We offer a variety of courses and programs for freshman. These provide an introduction to contemporary environmental issues, local and global scales, local natural environments, and interdisciplinary analytical skills and problem solving skills. These courses have a low student to faculty ratio so they provide an opportunity for students to work closely with each other and with faculty.

  • Pathfinder (PATH 201/202)—Fall/Spring
  • Missouri Natural Heritage (Focus 2431/2432)—Fall/Spring
  • Engineering the Climate (EPSC 112)—Fall 2015
  • A Sense of Place: Discovering the Environment of St. Louis (ENST 122)—Fall
  • Earth’s Future: Causes and Consequences of Global Climate Change (EnSt 101)—Spring

Enhanced Skill Courses and Capstone Courses

These courses provide the specialized training in analytical tools, critical thinking, and technical writing that will equip students to be competitive for graduate training, future careers, and interdisciplinary problem solving.

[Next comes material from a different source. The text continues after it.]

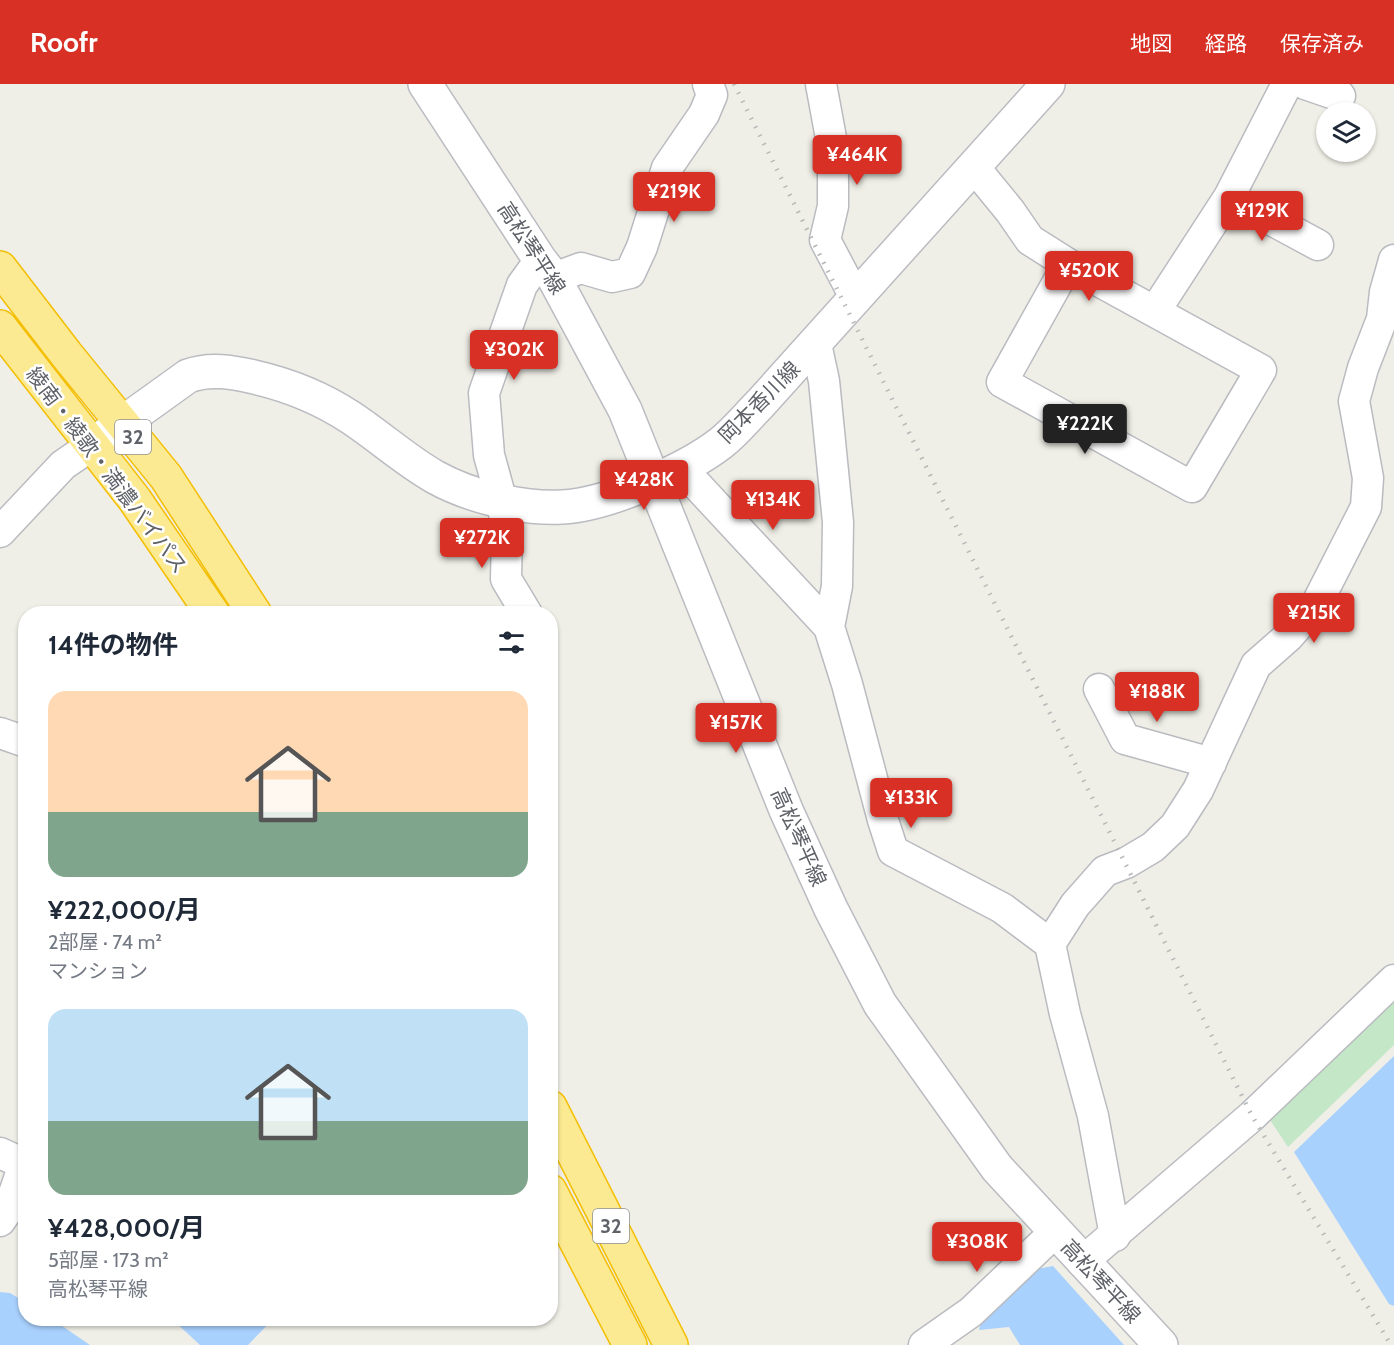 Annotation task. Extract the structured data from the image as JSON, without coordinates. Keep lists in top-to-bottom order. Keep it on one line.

  • Applications in GIS (ENST 380)—Training in conceptual and computational tools for solving geospatial problems, a skill which is becoming essential for all environmental disciplines.
  • Sustainability Exchange (EnSt 405)—Students work in interdisciplinary teams to tackle real-world energy, environmental, and sustainability problems through an experiential form of education.
  • Urban Ecosystems Principles Integration (EnSt 406)—The mission of this interdisciplinary course is to advance the interrelationships of ecological and human systems toward creating a healthy, resilient, and biodiverse urban environment.
  • Interdisciplinary Environmental Clinic (ENST 539)—Environmental students have the opportunity to work with lawyers and law students on real environmental law cases (http://law.wustl.edu/intenv/).
  • Study Abroad—We encourage students to study abroad and get an international perspective on current environmental issues. Approved environmental study abroad programs are located all over the world, including Kenya, South Africa, Australia, Botswana, Brazil, Ecuador, Tanzania and Iceland.

Tyson Research Center

The Tyson Research Center is a 2,000-acre field station owned by Washington University and located approximately 20 miles southwest of main campus. Tyson consists of oak-hickory forest, streams, ponds, old-fields and glades, and the scenic Meramec River borders Tyson to the north. Tyson provides a hub for field-based research programs in environmental studies at Washington University. Undergraduate students have the opportunity to work with faculty and research scientists on cutting-edge research projects that are funded by the National Science Foundation, Environmental Protection Agency, and U.S. Department of Agriculture. In addition, several Washington University courses use Tyson for field trips and outdoor laboratories.

Local Resources

We lie in close proximity to Forest Park, the St. Louis Zoo, the Mississippi, Meramec, and Missouri Rivers, and many state and county natural areas, which provide a wealth of opportunities for exploring the natural environment, internships, and research. We maintain close relationships with the Office of Sustainability, the International Center for Advanced Renewable Energy and Sustainability (I-Cares), and other Washington University organizations, which provide opportunities for internships, seminars, events, and research.

Clubs

There are many opportunities for students to engage in the local community and get involved in extracurricular activities through student groups such as Green Action, VERDE, the Burning Kumquat, Wilderness Project, WUSICE, and Green Events Commission.